Every Tuesday I’ll be posting two quick iPhone tips to help you make the best of your summer photo opportunities.


Tip#1 Clean your lens you filthy animal! This is so basic but you handle your phone all day long with your oily hands and when you’re not using it, it sits in your dusty pocket.  That lens usually has a dusty, oily film on it and it shows up in your photos.  If you have a soft dust free cloth with you give it a wipe before you start shooting.  If not, I’ve used my shirt or my friend’s shirts if they look cleaner.

This is my phone – I’m a filthy animal lol

Tip#2 Shoot during golden hour.   Lighting is everything!  I know, sometimes you don’t always have the luxury of waiting for the perfect light but at some point at the end of the day, when the sun is low on the horizon the perfect light shows up – Take advantage of it and take some photos.  If you’re taking selfies or group shots, make sure the golden light is hitting the subjects face.  And if you love landscape photography, shoot that sunset!   A little sunset tip:  put some people in your shot and embrace the silhouette. Having people in a sunset shot makes it more than ‘just another sunset’ – it makes it a story.  

Having people in your sunset shot elevates it to a story.

Holiday Photo Tip #6


Ok, you’ve taken some great shots this holiday season!  Now what?  Most of us use our digital photos to share on social media like Instagram or Facebook.  Both of those sites compress the images to save space so all of your hard work may not look as awesome as they did on your screen but they are still the best way to share photos with your friends and family. 

Some photographers have used Flickr or SmugMug to share their images; these sites display your images with much better quality and user experience but they don’t integrate as seamlessly with with your social media, however you can still add a link to a Facebook post.   If you want to  share images privately, email or messenger the links from these photo sharing sites with your group.  Of the two sites, SmugMug  provides ways for your family and friends to easily order prints directly from their site.

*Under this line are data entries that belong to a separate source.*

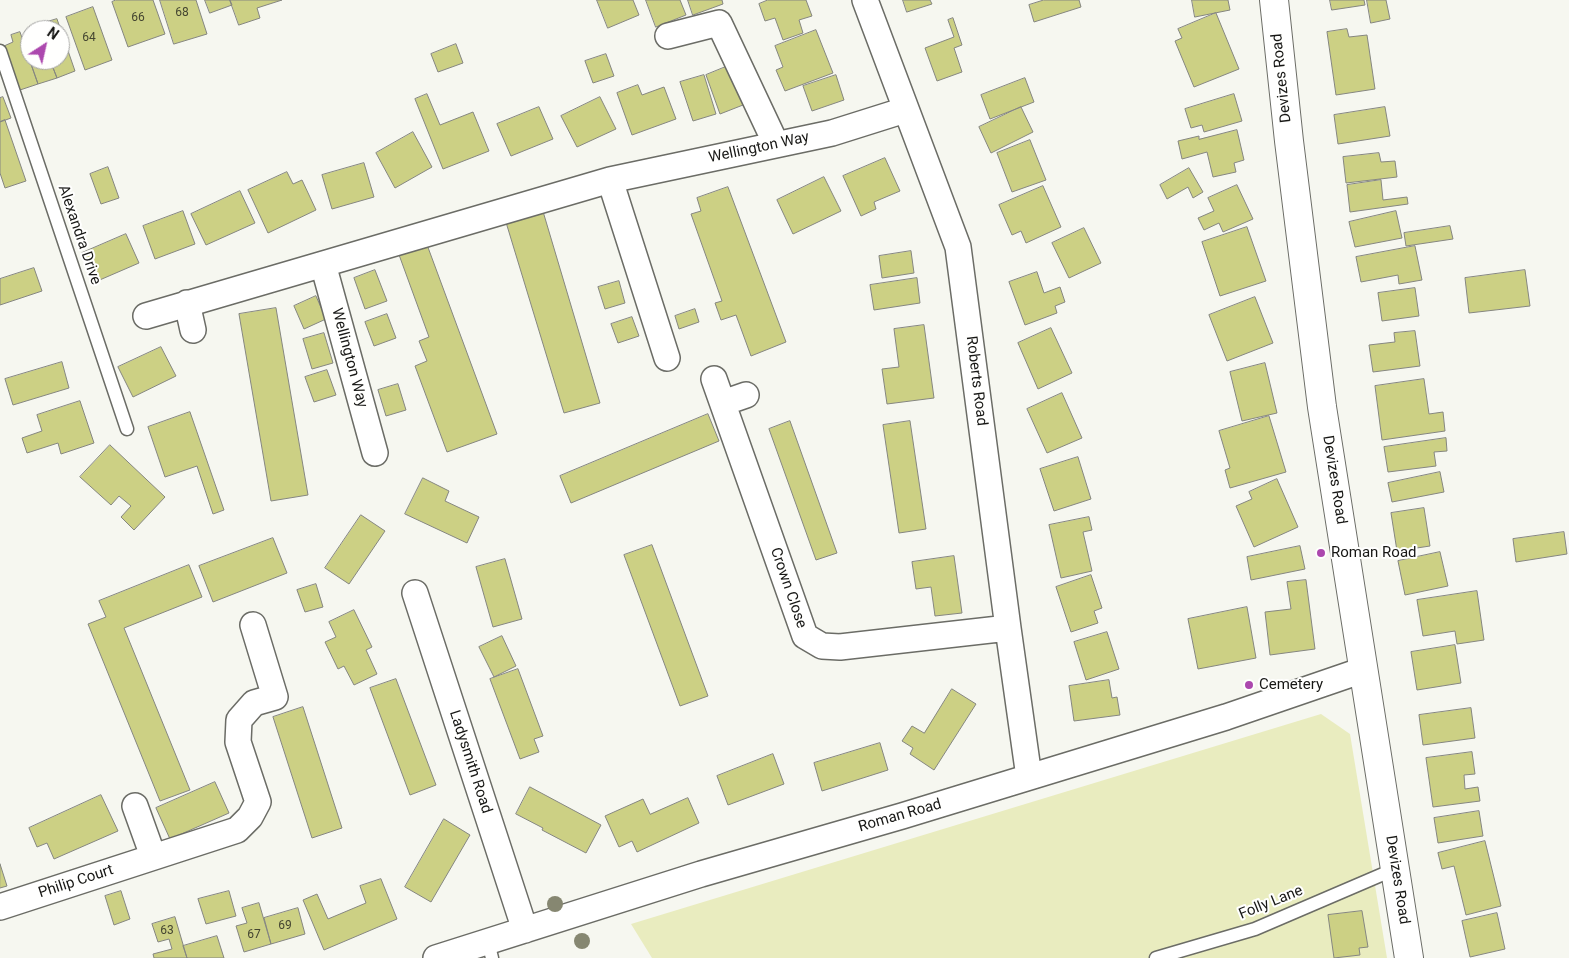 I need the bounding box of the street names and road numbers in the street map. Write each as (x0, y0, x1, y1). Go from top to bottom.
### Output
street label: Devizes Road (1268, 32, 1296, 124)
street label: Wellington Way (707, 129, 811, 167)
street label: Alexandra Drive (54, 183, 104, 287)
street label: Wellington Way (327, 306, 371, 410)
street label: Roberts Road (962, 335, 990, 427)
street label: Devizes Road (1318, 434, 1350, 526)
street label: Crown Close (766, 545, 810, 631)
street label: Ladysmith Road (445, 708, 495, 816)
street label: Roman Road (856, 796, 944, 836)
street label: Devizes Road (1381, 834, 1413, 926)
street label: Philip Court (36, 861, 116, 903)
street label: Folly Lane (1236, 882, 1306, 924) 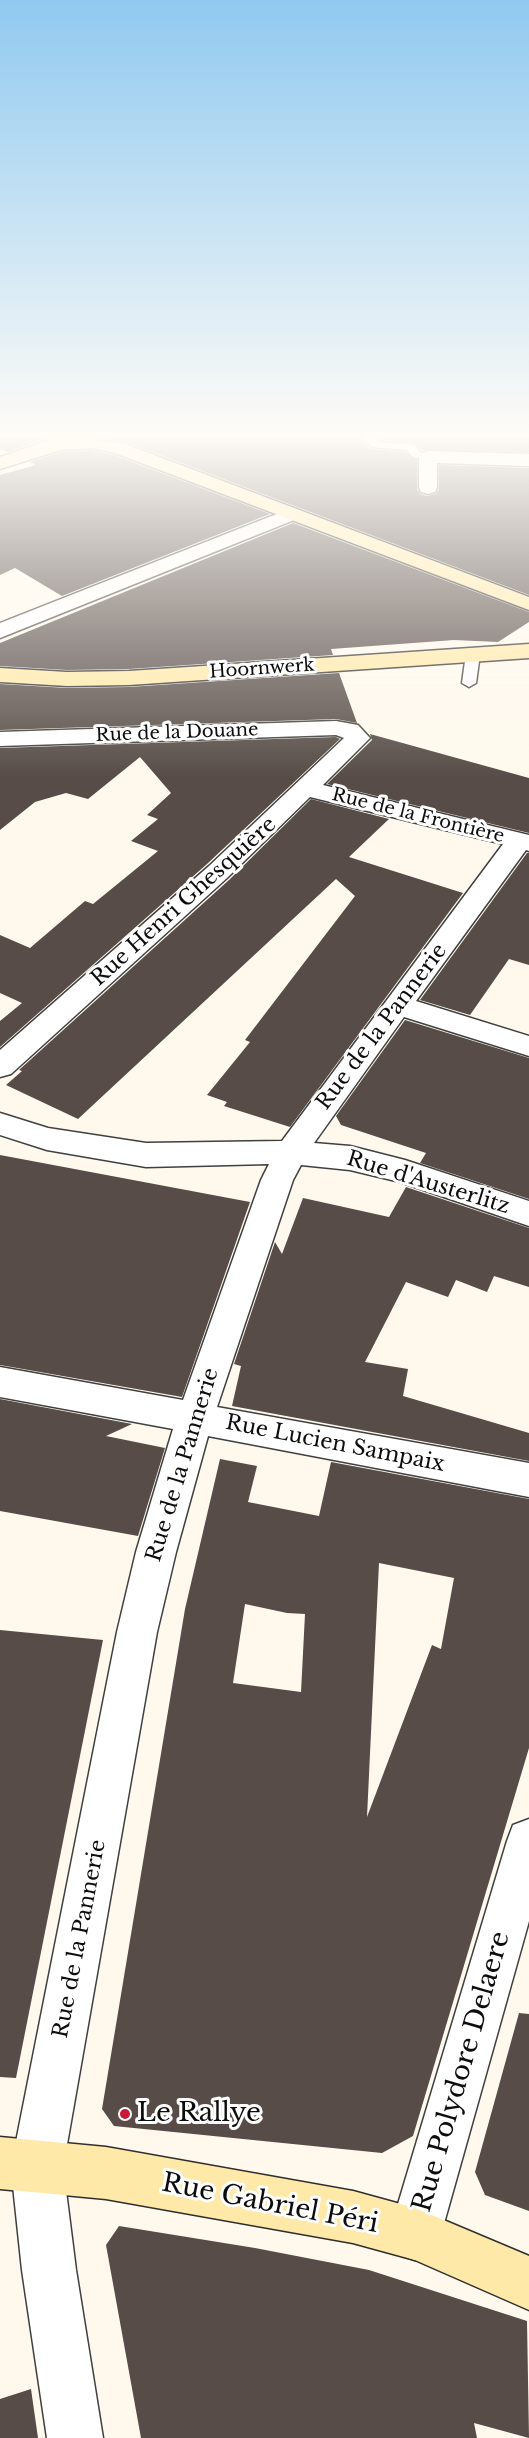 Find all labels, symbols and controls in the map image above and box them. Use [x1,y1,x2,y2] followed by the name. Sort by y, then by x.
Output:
[209,655,315,683] street label: Hoornwerk
[95,719,259,747] street label: Rue de la Douane
[330,784,506,848] street label: Rue de la Frontière
[86,812,282,992] street label: Rue Henri Ghesquière
[311,939,453,1115] street label: Rue de la Pannerie
[343,1146,513,1220] street label: Rue d'Austerlitz
[142,1365,224,1565] street label: Rue de la Pannerie
[223,1410,447,1478] street label: Rue Lucien Sampaix
[48,1838,112,2040] street label: Rue de la Pannerie
[407,1928,517,2216] street label: Rue Polydore Delaere
[137,2098,261,2130] place label: Le Rallye
[118,2107,132,2121] marker: Le Rallye
[159,2168,381,2240] street label: Rue Gabriel Péri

PRINTING RECOMMENDATION: For printing and framing, I’ve used and I really loved their prices and user interface.  They provide custom framing so if you have a non-standard size image, they can build a custom Mat and Frame for it.  They’ll also frame pretty much anything so if you have a physical item or memorabilia you can send that to them and create a custom frame or frame box for it.   

POST PROCESSING: For you professional amateurs in the group with nice cameras I have one piece of advice for you: Shoot everything in RAW format so you can make those critical adjustments in Adobe Bridge or Lightroom. You’ll be able to fix the white balance, exposure or color in a more fine-tuned way.  After you’ve worked your magic you can export them as JPG files for easy uploading to social media or for prints and enlargements.

If you’re an iPhone user, the best App to buy for your post processing is  “Camera Plus”. 

If you are signed up for the Adobe CreativeCloud, you can try Photoshop Express or Photoshop Fix.  

You can print up to 8X10 with your iPhone photos with pretty good quality and there are plenty of websites that offer quality prints and reasonable prices.

I hope these tips were helpful!  Happy Holidays to everyone…go out and take some great shots!


Six Holiday Photo Tips – Tip #3


Shooting a big group can be challenging. Let’s face it, most people don’t like getting their photo taken and when you put them in a big group, a few of them can get impatient with the process. Let them know what to expect; tell them how many shots you’re going to take. If they know that you’re shooting a dozen shots to make sure their eyes are open and they all look fabulous it helps – everyone wants to look good.  If it’s a simple shot with one pose – take about 10 shots.  If you have an energetic group that wants to have fun or you have a few poses or actions to do, take 20 or more.

If you have an action; like, for instance, everyone jumping or a specific theme in mind, get them on board with it. Sell your idea,  get them to visualize the photo.  I find that if they know what’s coming and they understand where you’re coming from they will have more fun with it.

Be open to suggestions – you may know exactly how you want to shoot a group but if you stay in the moment, sometimes the energy and suggestions of the group can uncover some really fun photo ideas.

Make sure they all know to look directly into the camera – I know that seems obvious but once I’ve downloaded the photos, you’d be surprised how many people are looking off to the side or distracted by something.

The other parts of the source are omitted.